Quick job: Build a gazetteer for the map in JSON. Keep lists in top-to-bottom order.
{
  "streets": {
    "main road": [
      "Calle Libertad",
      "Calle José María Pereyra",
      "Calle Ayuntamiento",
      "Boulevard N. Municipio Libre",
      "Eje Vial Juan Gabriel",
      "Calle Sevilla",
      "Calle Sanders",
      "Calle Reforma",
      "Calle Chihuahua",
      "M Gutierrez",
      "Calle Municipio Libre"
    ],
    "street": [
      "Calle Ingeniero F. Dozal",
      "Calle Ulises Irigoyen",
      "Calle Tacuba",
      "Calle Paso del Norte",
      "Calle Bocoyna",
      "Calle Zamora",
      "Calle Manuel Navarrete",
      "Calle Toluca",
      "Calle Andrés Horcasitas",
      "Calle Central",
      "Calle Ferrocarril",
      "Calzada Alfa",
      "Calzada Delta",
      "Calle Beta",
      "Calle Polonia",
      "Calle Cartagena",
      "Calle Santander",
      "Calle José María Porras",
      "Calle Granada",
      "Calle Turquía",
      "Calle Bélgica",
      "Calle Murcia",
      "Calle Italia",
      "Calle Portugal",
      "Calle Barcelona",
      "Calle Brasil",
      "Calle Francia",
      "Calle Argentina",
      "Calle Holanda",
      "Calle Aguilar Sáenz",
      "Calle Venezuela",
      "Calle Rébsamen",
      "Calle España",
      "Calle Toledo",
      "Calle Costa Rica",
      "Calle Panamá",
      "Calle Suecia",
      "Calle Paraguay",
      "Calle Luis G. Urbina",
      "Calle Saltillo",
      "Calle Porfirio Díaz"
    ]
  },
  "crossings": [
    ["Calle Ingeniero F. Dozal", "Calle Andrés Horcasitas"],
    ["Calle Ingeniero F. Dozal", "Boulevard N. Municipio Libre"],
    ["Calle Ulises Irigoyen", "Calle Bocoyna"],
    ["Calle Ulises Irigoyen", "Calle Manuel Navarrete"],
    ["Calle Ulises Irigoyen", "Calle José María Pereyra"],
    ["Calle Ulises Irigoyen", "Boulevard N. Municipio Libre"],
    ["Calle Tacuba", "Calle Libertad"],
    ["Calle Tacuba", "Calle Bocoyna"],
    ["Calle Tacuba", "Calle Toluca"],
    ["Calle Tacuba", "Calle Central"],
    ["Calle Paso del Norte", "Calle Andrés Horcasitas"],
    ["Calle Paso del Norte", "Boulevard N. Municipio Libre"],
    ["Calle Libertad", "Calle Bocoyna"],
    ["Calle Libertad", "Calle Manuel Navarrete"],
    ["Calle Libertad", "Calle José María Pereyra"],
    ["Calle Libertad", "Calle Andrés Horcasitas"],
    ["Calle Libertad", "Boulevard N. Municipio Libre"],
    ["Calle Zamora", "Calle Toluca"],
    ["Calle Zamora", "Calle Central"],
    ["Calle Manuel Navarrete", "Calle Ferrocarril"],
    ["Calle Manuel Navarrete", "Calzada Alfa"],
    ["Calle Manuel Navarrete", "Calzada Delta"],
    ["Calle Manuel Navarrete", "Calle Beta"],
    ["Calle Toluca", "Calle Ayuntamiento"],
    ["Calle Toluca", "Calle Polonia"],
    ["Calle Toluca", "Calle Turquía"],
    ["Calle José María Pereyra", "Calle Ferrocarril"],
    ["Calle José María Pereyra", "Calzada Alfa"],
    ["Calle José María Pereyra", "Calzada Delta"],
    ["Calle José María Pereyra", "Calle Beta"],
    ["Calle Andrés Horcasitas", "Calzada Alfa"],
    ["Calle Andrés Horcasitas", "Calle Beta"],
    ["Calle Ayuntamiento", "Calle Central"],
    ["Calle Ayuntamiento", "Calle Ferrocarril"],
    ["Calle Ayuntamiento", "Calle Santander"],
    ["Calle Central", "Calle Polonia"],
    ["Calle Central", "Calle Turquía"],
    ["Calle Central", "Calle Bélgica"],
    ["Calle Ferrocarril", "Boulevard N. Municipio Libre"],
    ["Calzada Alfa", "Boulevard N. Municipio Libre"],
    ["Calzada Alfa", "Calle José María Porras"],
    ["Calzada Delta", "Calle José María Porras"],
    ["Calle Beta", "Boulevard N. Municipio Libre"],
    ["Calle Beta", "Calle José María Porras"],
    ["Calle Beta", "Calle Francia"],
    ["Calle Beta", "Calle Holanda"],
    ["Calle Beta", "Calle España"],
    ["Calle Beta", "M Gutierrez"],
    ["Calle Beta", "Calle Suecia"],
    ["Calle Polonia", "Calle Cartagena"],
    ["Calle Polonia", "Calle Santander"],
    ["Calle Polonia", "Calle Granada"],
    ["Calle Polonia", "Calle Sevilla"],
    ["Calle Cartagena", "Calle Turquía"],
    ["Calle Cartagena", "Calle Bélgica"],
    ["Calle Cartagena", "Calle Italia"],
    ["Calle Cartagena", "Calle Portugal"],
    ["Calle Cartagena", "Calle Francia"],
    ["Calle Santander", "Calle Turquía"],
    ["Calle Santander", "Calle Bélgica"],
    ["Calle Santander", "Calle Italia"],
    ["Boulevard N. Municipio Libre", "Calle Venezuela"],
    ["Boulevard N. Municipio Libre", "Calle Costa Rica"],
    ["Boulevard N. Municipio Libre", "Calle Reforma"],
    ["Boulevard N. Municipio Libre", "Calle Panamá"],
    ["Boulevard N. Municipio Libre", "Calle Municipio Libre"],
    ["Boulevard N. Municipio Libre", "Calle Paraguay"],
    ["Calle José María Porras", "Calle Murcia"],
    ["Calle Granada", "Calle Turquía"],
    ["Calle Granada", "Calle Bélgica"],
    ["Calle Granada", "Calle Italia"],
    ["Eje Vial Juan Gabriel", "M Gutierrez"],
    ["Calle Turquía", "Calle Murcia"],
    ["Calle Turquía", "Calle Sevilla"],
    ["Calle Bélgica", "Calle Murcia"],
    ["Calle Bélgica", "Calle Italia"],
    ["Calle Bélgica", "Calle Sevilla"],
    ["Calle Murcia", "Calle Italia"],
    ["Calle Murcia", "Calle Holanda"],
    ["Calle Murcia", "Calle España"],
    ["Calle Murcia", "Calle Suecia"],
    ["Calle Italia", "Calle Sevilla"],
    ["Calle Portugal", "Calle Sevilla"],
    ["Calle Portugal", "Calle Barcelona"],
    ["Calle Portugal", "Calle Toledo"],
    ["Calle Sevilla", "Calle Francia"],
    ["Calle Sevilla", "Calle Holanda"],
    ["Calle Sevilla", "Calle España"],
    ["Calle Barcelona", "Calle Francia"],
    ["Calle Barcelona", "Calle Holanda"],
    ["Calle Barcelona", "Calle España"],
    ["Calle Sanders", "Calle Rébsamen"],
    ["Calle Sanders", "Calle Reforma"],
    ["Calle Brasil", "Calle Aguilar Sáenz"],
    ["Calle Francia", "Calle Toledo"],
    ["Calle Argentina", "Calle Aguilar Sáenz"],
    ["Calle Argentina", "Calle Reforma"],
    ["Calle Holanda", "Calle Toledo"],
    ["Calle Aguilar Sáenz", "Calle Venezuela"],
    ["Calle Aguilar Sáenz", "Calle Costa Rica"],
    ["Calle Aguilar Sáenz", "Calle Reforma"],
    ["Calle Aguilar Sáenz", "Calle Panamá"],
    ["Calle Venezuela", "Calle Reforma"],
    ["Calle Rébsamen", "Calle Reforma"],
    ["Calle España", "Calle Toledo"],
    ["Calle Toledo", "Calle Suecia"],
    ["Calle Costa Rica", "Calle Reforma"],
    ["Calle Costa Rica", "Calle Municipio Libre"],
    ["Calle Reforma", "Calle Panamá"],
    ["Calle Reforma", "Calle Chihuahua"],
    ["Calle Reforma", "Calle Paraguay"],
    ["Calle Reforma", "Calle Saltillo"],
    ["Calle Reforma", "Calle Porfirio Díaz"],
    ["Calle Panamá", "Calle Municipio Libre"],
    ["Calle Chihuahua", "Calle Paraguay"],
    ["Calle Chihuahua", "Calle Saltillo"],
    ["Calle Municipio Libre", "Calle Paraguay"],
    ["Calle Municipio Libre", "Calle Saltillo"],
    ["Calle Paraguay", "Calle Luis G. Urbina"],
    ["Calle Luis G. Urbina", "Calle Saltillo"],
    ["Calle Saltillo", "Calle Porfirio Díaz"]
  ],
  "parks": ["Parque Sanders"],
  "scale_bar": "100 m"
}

-----

### TASK OBJECTIVE
The word "Holanda" appears in some lines above. Return every one of those lines.

### ANSWER SECTION
      "Calle Holanda",
    ["Calle Beta", "Calle Holanda"],
    ["Calle Murcia", "Calle Holanda"],
    ["Calle Sevilla", "Calle Holanda"],
    ["Calle Barcelona", "Calle Holanda"],
    ["Calle Holanda", "Calle Toledo"],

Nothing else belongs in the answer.